▸ **WHAT TO WORK ON**
Below are the data; count the lines with the string "roads" in them and give that number only.

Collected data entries
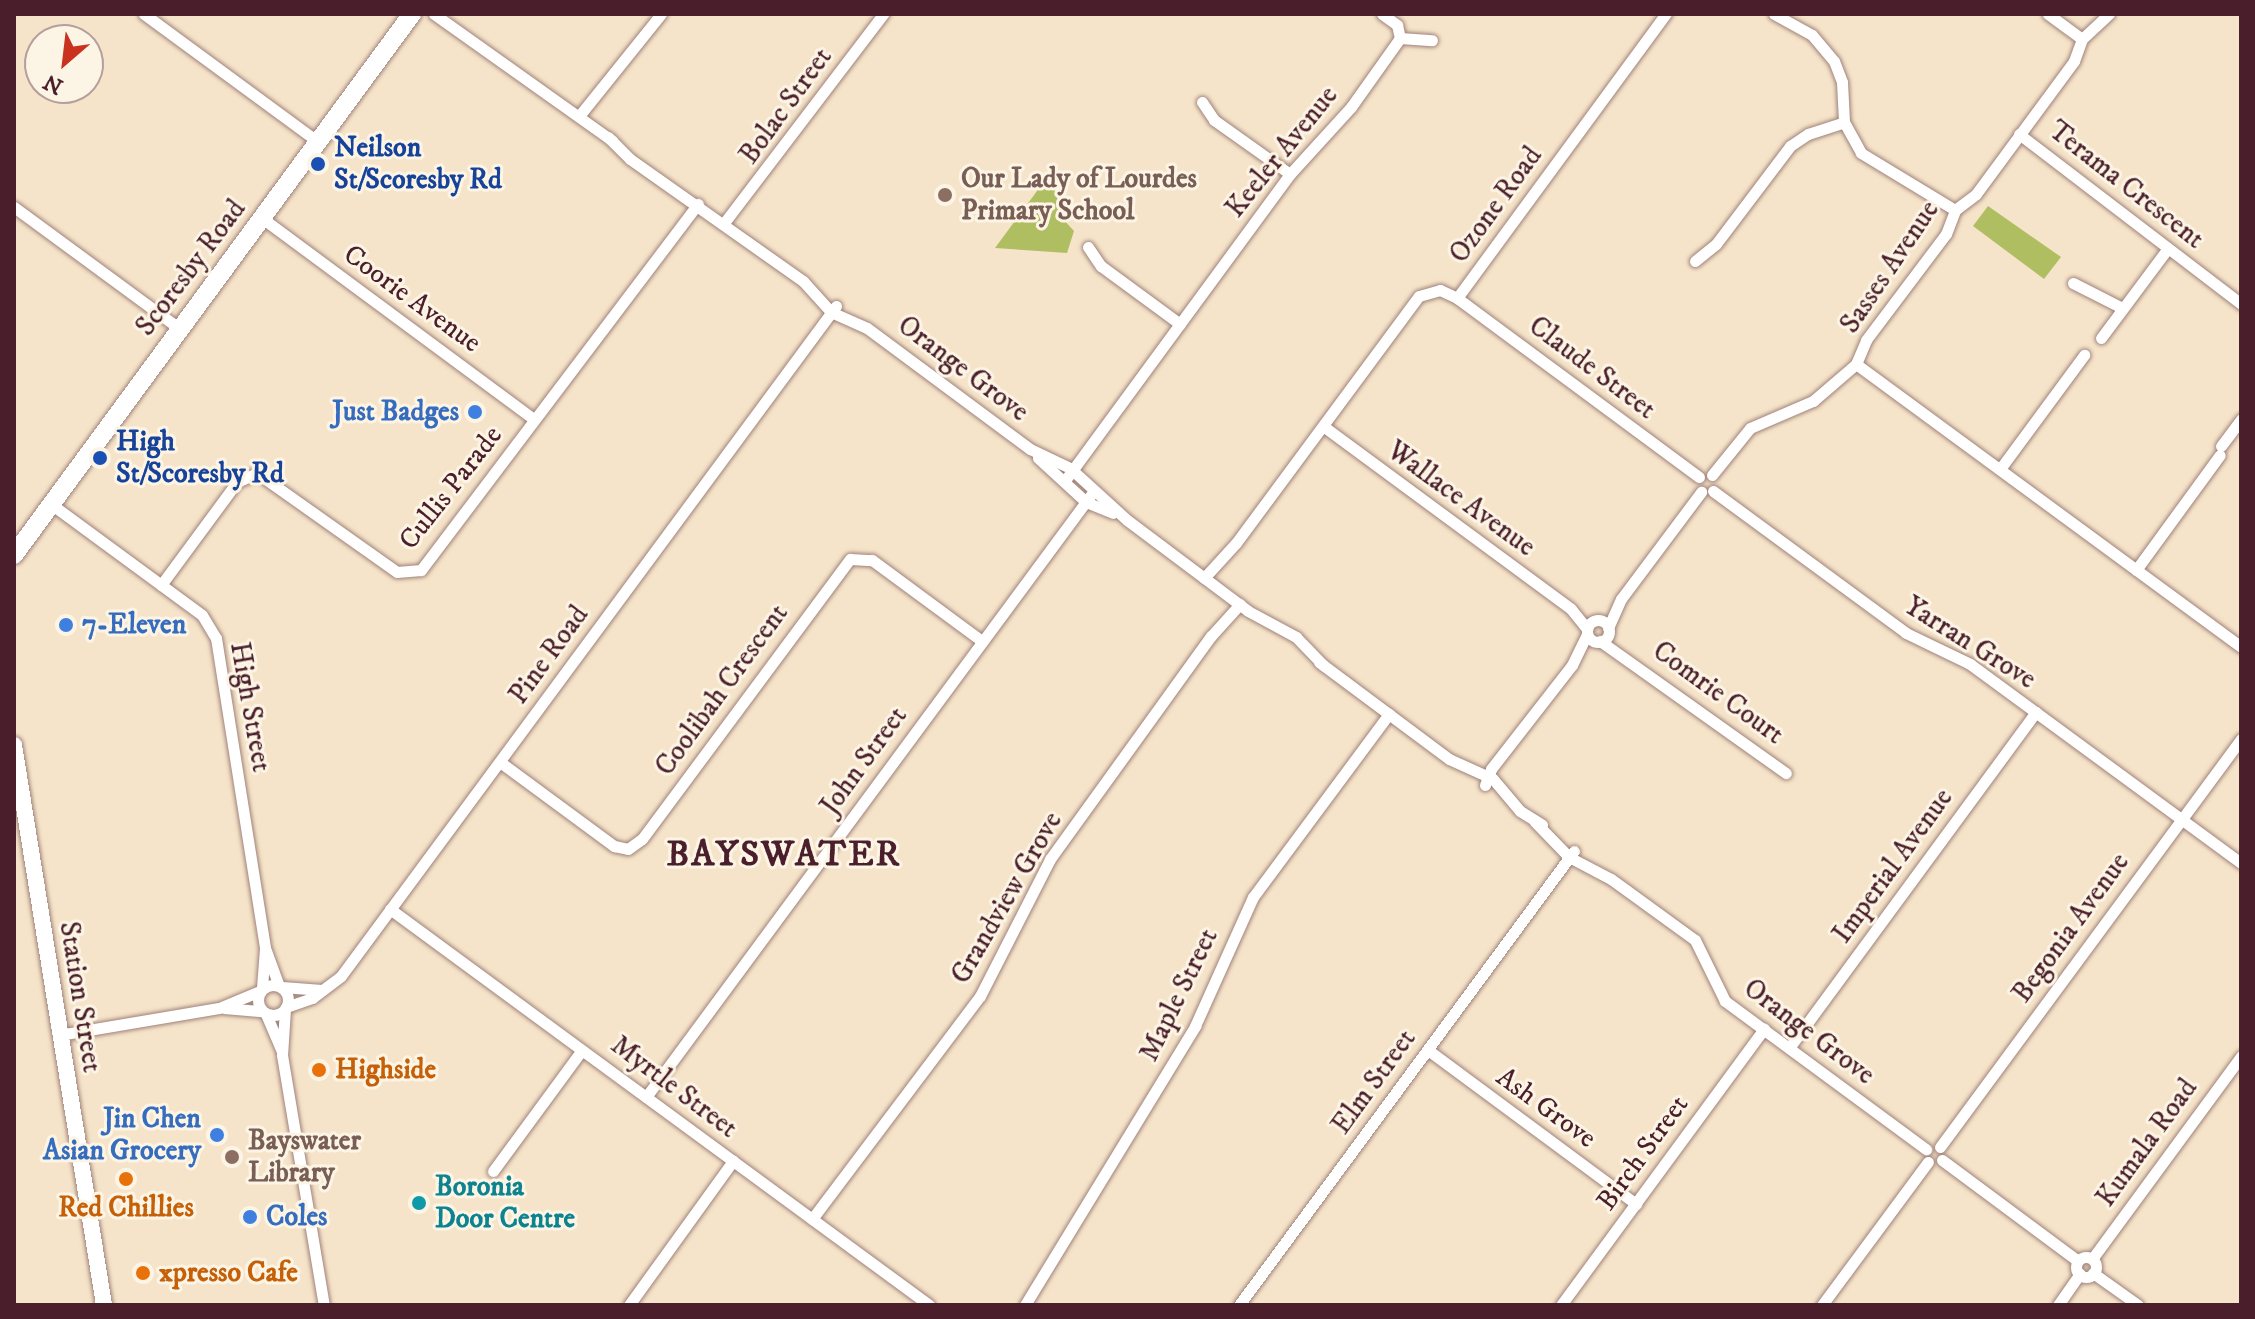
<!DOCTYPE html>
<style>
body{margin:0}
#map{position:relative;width:2255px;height:1319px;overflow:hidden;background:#f6e4ca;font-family:"IM FELL DW Pica",serif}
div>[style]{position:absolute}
.green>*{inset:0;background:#afbe61}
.roads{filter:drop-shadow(0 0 2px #a0827a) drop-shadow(0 0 2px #a0827a)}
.street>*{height:11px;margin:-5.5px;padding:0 5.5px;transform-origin:5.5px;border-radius:5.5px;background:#fff}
.street>.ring{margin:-5.5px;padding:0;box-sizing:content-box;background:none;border:11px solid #fff;border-radius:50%}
.secondary>*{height:16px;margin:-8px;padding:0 8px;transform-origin:8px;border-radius:8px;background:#fff}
.primary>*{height:18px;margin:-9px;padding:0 9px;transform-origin:9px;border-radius:9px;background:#fff}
.dots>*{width:22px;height:22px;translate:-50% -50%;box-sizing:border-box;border:4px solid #fcf5e5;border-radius:50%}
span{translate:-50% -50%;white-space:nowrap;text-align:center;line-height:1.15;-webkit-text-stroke:6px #fcf5e5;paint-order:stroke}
.street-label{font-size:28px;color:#4a1f2b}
.transit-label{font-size:28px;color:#164399;font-weight:700}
.left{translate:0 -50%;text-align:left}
.education-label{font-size:28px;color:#785e54;font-weight:700}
.shop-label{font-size:28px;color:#366cbe;font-weight:700}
.right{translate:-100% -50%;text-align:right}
.food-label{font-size:28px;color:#c56008;font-weight:700}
.culture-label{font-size:28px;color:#0d838f;font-weight:700}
.district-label{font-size:36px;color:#4a1f2b;font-weight:700;letter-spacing:2px}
.frame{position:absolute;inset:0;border:16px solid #4a1f2b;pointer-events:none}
.north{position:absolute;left:24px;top:24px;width:80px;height:80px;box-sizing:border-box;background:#fcf5e5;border:2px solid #b59f9b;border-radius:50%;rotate:208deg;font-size:22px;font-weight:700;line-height:32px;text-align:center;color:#4a1f2b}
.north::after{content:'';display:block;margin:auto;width:28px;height:36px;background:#c8321e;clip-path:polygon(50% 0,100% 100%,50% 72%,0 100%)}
</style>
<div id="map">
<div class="green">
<div style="clip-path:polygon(1051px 172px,1062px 218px,1074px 231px,1067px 253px,995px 248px)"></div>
<div style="clip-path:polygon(1988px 206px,2061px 257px,2044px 279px,1973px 226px)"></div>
</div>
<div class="roads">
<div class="street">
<div style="left:144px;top:14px;width:216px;rotate:36.3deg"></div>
<div style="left:434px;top:14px;width:219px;rotate:35.4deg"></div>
<div style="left:1382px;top:14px;width:19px;rotate:36deg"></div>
<div style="left:1397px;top:25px;width:13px;rotate:77deg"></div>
<div style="left:1774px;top:14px;width:43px;rotate:28.9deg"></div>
<div style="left:1812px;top:35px;width:34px;rotate:50deg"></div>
<div style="left:1834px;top:61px;width:22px;rotate:69deg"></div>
<div style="left:1842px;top:82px;width:40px;rotate:87.1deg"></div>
<div style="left:1844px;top:122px;width:35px;rotate:61deg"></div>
<div style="left:1861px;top:153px;width:110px;rotate:31.2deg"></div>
<div style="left:2048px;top:14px;width:42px;rotate:36.3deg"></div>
<div style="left:1202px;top:102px;width:22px;rotate:56deg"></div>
<div style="left:1214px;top:120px;width:93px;rotate:35.4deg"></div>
<div style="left:579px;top:116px;width:131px;rotate:-51.2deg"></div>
<div style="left:2019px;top:134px;width:280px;rotate:37.4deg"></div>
<div style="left:608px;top:137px;width:31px;rotate:45deg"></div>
<div style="left:630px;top:159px;width:212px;rotate:35.2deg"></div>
<div style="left:803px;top:281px;width:42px;rotate:47.9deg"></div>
<div style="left:831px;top:312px;width:39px;rotate:24deg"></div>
<div style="left:867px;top:328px;width:203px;rotate:36.6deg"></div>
<div style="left:1030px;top:449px;width:44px;rotate:25.4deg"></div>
<div style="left:1070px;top:468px;width:77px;rotate:42.4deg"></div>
<div style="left:1127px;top:520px;width:151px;rotate:36.9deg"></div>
<div style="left:1248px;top:611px;width:55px;rotate:28.4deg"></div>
<div style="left:1296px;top:637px;width:40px;rotate:46deg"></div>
<div style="left:14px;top:207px;width:206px;rotate:36.3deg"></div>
<div style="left:262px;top:218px;width:338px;rotate:36.5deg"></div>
<div style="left:724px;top:223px;width:263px;rotate:-52.7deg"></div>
<div style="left:1088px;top:247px;width:23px;rotate:56deg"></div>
<div style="left:1101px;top:266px;width:98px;rotate:36.3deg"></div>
<div style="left:1695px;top:261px;width:27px;rotate:-39deg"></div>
<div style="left:1716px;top:244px;width:123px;rotate:-52.9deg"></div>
<div style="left:1790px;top:146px;width:22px;rotate:-34deg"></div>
<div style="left:1808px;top:134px;width:38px;rotate:-18deg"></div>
<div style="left:2073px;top:283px;width:55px;rotate:27deg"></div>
<div style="left:1457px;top:298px;width:301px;rotate:36.5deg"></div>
<div style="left:2101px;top:338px;width:112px;rotate:-53.3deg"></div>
<div style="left:1856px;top:364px;width:478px;rotate:36.3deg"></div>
<div style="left:1323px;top:426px;width:308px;rotate:36.4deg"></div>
<div style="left:1571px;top:609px;width:26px;rotate:51deg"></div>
<div style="left:2221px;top:446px;width:34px;rotate:-53deg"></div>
<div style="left:1038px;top:458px;width:65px;rotate:42.5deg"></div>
<div style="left:1086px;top:502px;width:29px;rotate:22deg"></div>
<div style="left:2000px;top:469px;width:142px;rotate:-53.6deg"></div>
<div style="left:1712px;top:475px;width:60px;rotate:-51deg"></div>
<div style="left:1750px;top:428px;width:69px;rotate:-23.2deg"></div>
<div style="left:1813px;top:401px;width:57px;rotate:-40.7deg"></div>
<div style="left:1856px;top:364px;width:26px;rotate:-67deg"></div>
<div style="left:1866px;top:340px;width:133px;rotate:-53deg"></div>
<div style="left:1946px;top:234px;width:26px;rotate:-69deg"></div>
<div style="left:1955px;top:210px;width:26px;rotate:-37deg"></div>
<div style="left:1976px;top:194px;width:165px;rotate:-53.6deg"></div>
<div style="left:2074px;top:61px;width:23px;rotate:-70deg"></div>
<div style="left:2082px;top:39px;width:37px;rotate:-43deg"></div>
<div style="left:1066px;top:479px;width:378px;rotate:-53.7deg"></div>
<div style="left:1290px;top:174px;width:91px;rotate:-47.7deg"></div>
<div style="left:1351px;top:107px;width:85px;rotate:-54.6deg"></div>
<div style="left:1400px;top:38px;width:32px;rotate:4deg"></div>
<div style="left:1713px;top:491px;width:240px;rotate:36.3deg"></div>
<div style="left:1906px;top:633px;width:71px;rotate:25.8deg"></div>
<div style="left:1970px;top:664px;width:336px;rotate:36.3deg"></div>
<div style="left:51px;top:504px;width:187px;rotate:36.3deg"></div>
<div style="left:202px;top:615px;width:27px;rotate:59deg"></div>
<div style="left:216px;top:638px;width:314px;rotate:81deg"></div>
<div style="left:265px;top:948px;width:40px;rotate:69.8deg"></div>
<div style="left:2136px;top:570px;width:142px;rotate:-53.9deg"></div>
<div style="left:1204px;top:578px;width:47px;rotate:-47.6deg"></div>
<div style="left:1236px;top:543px;width:307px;rotate:-53.5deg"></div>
<div style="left:1419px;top:296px;width:22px;rotate:-16deg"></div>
<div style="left:1440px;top:290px;width:19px;rotate:25deg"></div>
<div style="left:1457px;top:298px;width:353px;rotate:-53.7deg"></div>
<div style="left:161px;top:585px;width:128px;rotate:-53.6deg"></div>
<div style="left:237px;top:482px;width:22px;rotate:-24deg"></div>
<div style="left:257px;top:473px;width:171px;rotate:35.3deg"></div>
<div style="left:397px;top:572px;width:24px;rotate:-5deg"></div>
<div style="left:421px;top:570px;width:459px;rotate:-52.9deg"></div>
<div class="ring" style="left:1587px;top:620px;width:11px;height:11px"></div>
<div style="left:1608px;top:628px;width:32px;rotate:-66deg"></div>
<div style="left:1621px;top:599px;width:134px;rotate:-53.2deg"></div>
<div style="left:1600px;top:641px;width:228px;rotate:35.4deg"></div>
<div style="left:1319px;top:662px;width:162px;rotate:36.7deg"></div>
<div style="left:1449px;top:759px;width:48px;rotate:24.4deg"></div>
<div style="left:1493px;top:779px;width:42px;rotate:49.8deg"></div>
<div style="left:1520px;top:811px;width:26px;rotate:32deg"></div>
<div style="left:500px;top:762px;width:142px;rotate:36.4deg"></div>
<div style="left:614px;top:846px;width:14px;rotate:12deg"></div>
<div style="left:628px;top:849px;width:17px;rotate:-36deg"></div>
<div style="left:642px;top:839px;width:349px;rotate:-53.4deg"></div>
<div style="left:850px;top:559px;width:22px;rotate:3deg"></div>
<div style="left:872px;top:560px;width:137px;rotate:36.4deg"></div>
<div style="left:1485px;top:785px;width:17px;rotate:-69deg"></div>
<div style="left:1491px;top:769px;width:132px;rotate:-52.1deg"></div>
<div style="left:1572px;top:665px;width:34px;rotate:-64deg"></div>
<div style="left:1535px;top:822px;width:49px;rotate:45.8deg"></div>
<div style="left:1569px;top:857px;width:47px;rotate:27.6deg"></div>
<div style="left:1611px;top:879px;width:104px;rotate:36deg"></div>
<div style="left:1695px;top:940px;width:68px;rotate:63.8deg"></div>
<div style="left:1725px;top:1001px;width:250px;rotate:36.4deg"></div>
<div style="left:390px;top:909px;width:669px;rotate:36.3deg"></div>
<div class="ring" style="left:258px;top:985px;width:19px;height:19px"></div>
<div style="left:282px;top:987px;width:40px;rotate:4.3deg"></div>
<div style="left:262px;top:988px;width:40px;rotate:-85.7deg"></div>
<div style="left:286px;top:1007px;width:28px;rotate:-19deg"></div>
<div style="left:312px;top:998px;width:36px;rotate:-37deg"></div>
<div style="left:341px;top:976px;width:833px;rotate:-53.54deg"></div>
<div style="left:224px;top:1008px;width:38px;rotate:5deg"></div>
<div style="left:285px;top:1009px;width:46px;rotate:93.7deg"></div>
<div style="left:282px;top:1055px;width:254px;rotate:80.5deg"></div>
<div style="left:266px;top:1014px;width:39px;rotate:67deg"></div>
<div style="left:59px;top:1035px;width:162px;rotate:-9.6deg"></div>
<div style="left:219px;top:1008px;width:44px;rotate:-22.5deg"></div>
<div style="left:1789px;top:1048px;width:417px;rotate:-53.7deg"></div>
<div style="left:1428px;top:1050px;width:259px;rotate:36.5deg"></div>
<div style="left:646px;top:1097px;width:752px;rotate:-53.54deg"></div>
<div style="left:1940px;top:1147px;width:507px;rotate:-53.58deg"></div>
<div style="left:1942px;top:1160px;width:169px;rotate:36.6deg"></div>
<div style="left:493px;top:1171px;width:150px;rotate:-53.7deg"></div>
<div style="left:812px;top:1219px;width:279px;rotate:-53deg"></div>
<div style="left:980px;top:996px;width:154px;rotate:-62.9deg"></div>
<div style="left:1050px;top:859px;width:275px;rotate:-54.2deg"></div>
<div style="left:1211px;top:636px;width:43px;rotate:-47.8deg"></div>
<div class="ring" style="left:2076px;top:1257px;width:9px;height:9px"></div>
<div style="left:2092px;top:1259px;width:252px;rotate:-53.7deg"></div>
<div style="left:2093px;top:1273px;width:55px;rotate:35.4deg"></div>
<div style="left:629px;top:1305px;width:178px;rotate:-54.2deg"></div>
<div style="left:1025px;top:1305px;width:327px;rotate:-58.6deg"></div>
<div style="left:1195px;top:1026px;width:141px;rotate:-65.8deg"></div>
<div style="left:1253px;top:897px;width:228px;rotate:-53.4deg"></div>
<div style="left:1239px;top:1305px;width:564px;rotate:-53.58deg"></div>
<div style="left:1561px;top:1305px;width:343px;rotate:-53.7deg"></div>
<div style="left:1822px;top:1305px;width:178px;rotate:-53.5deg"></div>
<div style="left:2058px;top:1305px;width:38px;rotate:-55deg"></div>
</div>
<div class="secondary">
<div style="left:14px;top:745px;width:567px;rotate:80.87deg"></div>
</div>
<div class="primary">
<div style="left:14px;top:555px;width:672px;rotate:-53.66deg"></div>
</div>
</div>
<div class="dots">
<div style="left:318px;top:164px;background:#1a4fb4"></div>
<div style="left:945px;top:195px;background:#8d6e63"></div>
<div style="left:475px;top:412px;background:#3f7fe0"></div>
<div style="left:100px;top:458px;background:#1a4fb4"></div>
<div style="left:66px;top:625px;background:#3f7fe0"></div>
<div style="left:319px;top:1070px;background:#e8710a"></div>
<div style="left:217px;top:1135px;background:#3f7fe0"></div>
<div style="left:232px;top:1157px;background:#8d6e63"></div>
<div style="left:126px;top:1179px;background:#e8710a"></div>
<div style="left:419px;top:1203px;background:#0f9aa8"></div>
<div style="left:250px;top:1217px;background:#3f7fe0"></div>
<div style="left:143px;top:1273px;background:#e8710a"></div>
</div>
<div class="street-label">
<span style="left:786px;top:106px;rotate:-54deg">Bolac Street</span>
<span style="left:1282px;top:152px;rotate:-51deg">Keeler Avenue</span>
<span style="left:2126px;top:185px;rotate:38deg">Terama Crescent</span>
<span style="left:1496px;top:205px;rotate:-54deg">Ozone Road</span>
<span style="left:1890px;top:267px;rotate:-56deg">Sasses Avenue</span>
<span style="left:191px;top:268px;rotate:-53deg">Scoresby Road</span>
<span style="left:412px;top:299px;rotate:36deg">Coorie Avenue</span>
<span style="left:1592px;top:368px;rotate:37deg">Claude Street</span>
<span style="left:963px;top:369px;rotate:37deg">Orange Grove</span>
<span style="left:451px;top:488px;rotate:-52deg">Cullis Parade</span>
<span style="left:1461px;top:499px;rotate:36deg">Wallace Avenue</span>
<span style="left:1970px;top:643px;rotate:32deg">Yarran Grove</span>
<span style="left:549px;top:655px;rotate:-54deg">Pine Road</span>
<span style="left:722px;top:690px;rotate:-54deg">Coolibah Crescent</span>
<span style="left:1718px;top:693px;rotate:36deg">Comrie Court</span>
<span style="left:250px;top:707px;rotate:80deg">High Street</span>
<span style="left:864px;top:761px;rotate:-54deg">John Street</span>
<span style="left:1893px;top:866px;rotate:-54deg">Imperial Avenue</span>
<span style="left:1007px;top:898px;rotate:-60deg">Grandview Grove</span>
<span style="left:2071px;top:928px;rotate:-54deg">Begonia Avenue</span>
<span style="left:1179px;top:995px;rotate:-64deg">Maple Street</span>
<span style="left:80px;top:997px;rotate:81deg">Station Street</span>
<span style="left:1809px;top:1032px;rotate:37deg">Orange Grove</span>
<span style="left:1374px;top:1082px;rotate:-54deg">Elm Street</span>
<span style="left:674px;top:1087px;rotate:37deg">Myrtle Street</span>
<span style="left:1546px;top:1108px;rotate:36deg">Ash Grove</span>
<span style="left:2147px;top:1143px;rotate:-54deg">Kumala Road</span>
<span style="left:1643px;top:1153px;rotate:-54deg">Birch Street</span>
</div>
<div class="transit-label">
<span class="left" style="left:334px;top:164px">Neilson<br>St/Scoresby Rd</span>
<span class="left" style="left:116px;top:458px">High<br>St/Scoresby Rd</span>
</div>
<div class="education-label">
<span class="left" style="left:961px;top:195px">Our Lady of Lourdes<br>Primary School</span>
<span class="left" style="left:248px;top:1157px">Bayswater<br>Library</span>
</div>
<div class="shop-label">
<span class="right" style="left:459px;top:412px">Just Badges</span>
<span class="left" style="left:82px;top:625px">7-Eleven</span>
<span class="right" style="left:201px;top:1135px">Jin Chen<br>Asian Grocery</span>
<span class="left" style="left:266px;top:1217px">Coles</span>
</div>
<div class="food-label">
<span class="left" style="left:335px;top:1070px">Highside</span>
<span style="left:126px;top:1208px">Red Chillies</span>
<span class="left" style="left:159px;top:1273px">xpresso Cafe</span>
</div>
<div class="culture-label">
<span class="left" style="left:435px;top:1203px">Boronia<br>Door Centre</span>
</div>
<div class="district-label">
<span style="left:784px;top:855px">BAYSWATER</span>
</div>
<div class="frame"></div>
<div class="north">N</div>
</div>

▸ **WRITTEN RESPONSE**
2